Third, this trend continues with Switch and TOTK. In the 6 years between BoTW and ToTK, the generational hardware leap on PC was even more pronounced compared to the 6 years prior. Raytracing now is becoming a standard, and DLSS/FSR upscaling now is becoming common as well. We just hit DDR5 and DirectStorage will change how we load games in real time. Oh yeah, and Steam Deck? that is going to be another full episode of discussion why the Steam Deck is a smoking gun evidence why Nintendo needed to refresh its hardware before releasing TotK. Aaand... Nintendo made the decision yet again to develop TotK on a six year old, already underpowered Switch. It's not even a fair contest -- ToTK day one on PC is THE experience to have (despite all the hiccups and what not). Nintendo could have solved this problem easily by releasing the game on a new hardware platform, but chose not to do so despite calls from every single direction (consumers, investors, developers) to release an updated Switch hardware.

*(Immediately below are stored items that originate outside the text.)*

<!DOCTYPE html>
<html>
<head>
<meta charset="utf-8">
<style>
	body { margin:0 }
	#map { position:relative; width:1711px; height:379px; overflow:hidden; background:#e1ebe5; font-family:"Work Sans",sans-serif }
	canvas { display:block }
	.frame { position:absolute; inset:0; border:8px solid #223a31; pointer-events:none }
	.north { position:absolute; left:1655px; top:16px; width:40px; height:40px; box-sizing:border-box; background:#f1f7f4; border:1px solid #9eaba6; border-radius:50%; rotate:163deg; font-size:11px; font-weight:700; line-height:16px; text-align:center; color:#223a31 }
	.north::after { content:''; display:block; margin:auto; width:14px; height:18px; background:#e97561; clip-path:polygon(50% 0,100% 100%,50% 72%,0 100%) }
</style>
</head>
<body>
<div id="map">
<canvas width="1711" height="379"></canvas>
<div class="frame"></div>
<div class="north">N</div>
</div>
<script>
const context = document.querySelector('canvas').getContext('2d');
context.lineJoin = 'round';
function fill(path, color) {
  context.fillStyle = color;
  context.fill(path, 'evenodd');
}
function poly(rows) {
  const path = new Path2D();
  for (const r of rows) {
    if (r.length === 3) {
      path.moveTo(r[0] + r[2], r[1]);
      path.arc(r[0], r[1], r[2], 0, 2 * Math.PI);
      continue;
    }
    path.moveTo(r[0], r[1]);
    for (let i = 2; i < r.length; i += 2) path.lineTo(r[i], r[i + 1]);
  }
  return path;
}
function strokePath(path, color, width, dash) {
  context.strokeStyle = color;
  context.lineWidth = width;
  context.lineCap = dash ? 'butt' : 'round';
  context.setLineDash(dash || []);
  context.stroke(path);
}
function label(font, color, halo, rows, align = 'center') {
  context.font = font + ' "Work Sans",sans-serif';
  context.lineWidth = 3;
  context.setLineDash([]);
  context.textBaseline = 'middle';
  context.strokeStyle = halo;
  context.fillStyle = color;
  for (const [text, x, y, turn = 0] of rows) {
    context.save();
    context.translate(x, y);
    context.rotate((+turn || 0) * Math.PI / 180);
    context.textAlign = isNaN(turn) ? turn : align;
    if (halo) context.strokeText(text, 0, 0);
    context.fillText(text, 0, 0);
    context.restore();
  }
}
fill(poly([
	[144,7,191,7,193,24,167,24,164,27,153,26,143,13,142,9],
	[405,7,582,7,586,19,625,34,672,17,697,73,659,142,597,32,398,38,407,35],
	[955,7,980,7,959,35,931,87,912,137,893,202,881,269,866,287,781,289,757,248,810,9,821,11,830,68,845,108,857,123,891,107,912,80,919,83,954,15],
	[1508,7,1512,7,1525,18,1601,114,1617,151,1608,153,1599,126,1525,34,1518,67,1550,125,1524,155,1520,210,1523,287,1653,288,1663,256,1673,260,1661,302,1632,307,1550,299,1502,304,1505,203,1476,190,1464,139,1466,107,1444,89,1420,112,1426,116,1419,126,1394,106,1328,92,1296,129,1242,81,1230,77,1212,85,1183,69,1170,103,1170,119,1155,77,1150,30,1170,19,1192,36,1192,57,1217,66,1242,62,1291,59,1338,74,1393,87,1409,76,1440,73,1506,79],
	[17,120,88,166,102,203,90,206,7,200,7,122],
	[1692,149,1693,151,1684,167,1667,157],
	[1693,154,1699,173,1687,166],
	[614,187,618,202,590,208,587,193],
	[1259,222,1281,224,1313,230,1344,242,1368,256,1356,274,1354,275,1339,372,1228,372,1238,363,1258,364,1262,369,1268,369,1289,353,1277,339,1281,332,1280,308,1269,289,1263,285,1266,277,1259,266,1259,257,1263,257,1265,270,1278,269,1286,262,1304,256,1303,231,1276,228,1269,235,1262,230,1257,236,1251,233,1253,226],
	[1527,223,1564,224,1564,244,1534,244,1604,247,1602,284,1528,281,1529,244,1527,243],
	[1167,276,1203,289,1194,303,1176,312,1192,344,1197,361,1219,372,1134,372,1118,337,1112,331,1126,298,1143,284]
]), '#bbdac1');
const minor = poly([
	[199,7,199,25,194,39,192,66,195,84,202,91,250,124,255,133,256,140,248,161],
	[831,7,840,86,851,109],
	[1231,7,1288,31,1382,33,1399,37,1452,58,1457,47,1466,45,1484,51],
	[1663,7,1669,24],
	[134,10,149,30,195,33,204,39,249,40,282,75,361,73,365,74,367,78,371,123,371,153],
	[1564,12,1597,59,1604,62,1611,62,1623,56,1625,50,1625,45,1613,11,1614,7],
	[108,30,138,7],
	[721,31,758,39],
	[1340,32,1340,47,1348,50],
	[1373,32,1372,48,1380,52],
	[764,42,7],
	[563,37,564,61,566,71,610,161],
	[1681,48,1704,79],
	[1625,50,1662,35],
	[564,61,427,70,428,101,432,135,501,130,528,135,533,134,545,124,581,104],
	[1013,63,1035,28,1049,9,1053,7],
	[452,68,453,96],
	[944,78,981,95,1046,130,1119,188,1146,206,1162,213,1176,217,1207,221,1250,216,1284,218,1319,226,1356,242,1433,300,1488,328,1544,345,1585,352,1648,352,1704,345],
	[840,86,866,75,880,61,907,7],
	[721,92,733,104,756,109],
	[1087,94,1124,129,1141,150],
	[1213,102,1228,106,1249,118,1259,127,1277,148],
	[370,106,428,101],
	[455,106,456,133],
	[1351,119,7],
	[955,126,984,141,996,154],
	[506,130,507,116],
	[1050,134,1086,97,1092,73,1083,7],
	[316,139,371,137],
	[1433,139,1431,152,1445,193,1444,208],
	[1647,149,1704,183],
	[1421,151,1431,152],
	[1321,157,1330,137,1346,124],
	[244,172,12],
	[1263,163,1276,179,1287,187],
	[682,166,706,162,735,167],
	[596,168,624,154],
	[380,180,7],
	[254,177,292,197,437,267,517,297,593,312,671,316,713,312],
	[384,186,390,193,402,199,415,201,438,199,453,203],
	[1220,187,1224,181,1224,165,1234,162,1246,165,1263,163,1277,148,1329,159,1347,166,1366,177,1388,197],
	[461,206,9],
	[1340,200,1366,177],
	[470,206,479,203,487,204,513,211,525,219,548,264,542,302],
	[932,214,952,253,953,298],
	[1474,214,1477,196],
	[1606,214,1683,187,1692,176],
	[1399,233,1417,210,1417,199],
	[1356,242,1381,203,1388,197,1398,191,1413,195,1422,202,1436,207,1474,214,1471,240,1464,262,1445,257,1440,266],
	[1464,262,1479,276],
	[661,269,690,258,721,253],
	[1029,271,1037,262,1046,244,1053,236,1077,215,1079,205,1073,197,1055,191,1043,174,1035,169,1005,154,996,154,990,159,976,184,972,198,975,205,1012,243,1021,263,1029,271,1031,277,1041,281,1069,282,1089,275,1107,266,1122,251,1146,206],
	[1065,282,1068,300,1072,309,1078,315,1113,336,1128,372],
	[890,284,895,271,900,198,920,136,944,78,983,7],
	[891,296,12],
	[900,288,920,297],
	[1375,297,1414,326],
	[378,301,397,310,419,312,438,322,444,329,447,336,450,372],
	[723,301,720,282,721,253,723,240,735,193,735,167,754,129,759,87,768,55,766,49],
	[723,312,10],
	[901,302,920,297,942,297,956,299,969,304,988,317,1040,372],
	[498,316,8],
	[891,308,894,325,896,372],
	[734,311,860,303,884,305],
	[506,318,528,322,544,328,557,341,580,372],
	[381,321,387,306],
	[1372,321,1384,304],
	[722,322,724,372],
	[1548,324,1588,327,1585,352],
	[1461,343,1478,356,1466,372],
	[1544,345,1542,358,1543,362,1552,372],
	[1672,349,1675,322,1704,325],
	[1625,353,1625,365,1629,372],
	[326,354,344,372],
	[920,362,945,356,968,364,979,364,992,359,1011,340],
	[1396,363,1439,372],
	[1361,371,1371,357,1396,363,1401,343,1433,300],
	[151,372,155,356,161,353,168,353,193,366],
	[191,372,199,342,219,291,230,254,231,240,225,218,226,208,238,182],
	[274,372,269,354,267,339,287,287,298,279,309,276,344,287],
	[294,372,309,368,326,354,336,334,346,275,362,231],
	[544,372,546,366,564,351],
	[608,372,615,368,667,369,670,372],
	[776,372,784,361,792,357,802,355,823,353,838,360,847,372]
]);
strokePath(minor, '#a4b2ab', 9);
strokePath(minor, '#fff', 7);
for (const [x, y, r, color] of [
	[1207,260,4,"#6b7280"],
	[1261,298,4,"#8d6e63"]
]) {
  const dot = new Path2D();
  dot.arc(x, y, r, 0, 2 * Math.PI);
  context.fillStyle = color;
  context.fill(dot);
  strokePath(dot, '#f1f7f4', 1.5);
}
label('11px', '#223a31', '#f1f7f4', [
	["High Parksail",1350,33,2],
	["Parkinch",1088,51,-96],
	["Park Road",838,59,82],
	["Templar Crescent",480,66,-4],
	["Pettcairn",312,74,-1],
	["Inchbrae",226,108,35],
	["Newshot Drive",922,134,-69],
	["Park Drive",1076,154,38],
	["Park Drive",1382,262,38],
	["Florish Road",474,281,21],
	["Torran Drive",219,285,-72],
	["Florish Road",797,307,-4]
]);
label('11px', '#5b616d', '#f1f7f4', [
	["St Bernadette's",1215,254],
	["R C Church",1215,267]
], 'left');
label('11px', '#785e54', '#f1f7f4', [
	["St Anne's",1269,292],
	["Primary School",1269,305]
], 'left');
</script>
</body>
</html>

Against this backdrop, I will say that the BoTW/TotK emulation situation is a unique situation that would never had happened but for Nintendo's multi-generation release of underpowered machines. Nintendo could easily solve this by releasing a hardware that is on par with the current gen such that off-the-shelf PC hardware would need 5-10 years to catch up before the emulation can be superior to the native machine. This issue simply does not exist in XBOX or PS5 because they are still on the curve compared to the current-gen PC hardware -- it is simpler to buy the multi-release or buy the console to have the ultimate experience. BotW and TotK? You have to emulate to unlock the full potential of these two amazing games, and that is the tragedy of Nintendo's best games released in our lifetime.

If you made it this far, let me know if you want to discuss some more -- I've been using emulators since the days of SNES emulators in early 2,000 (emulating Chrono Trigger on my dell laptop), so I have 20 years worth of emulation experience under my belt. I also used to subscribe to PC Gamer religiously back when Gary Whitta and Greg Vedereman were EICs. Candidly, I was going to write you an OP-ED piece on your take about theboy181's drama because in my opinion it paints the community ugly to the mainstream without understanding the true picture of the emulation scene -- but after reading your readonlymemo posts -- I want to have a sit down and discuss things with you, and see if you see what I'm seeing and we can collaborate on some of your articles.

Thanks for reading, and looking to get in touch with you soon.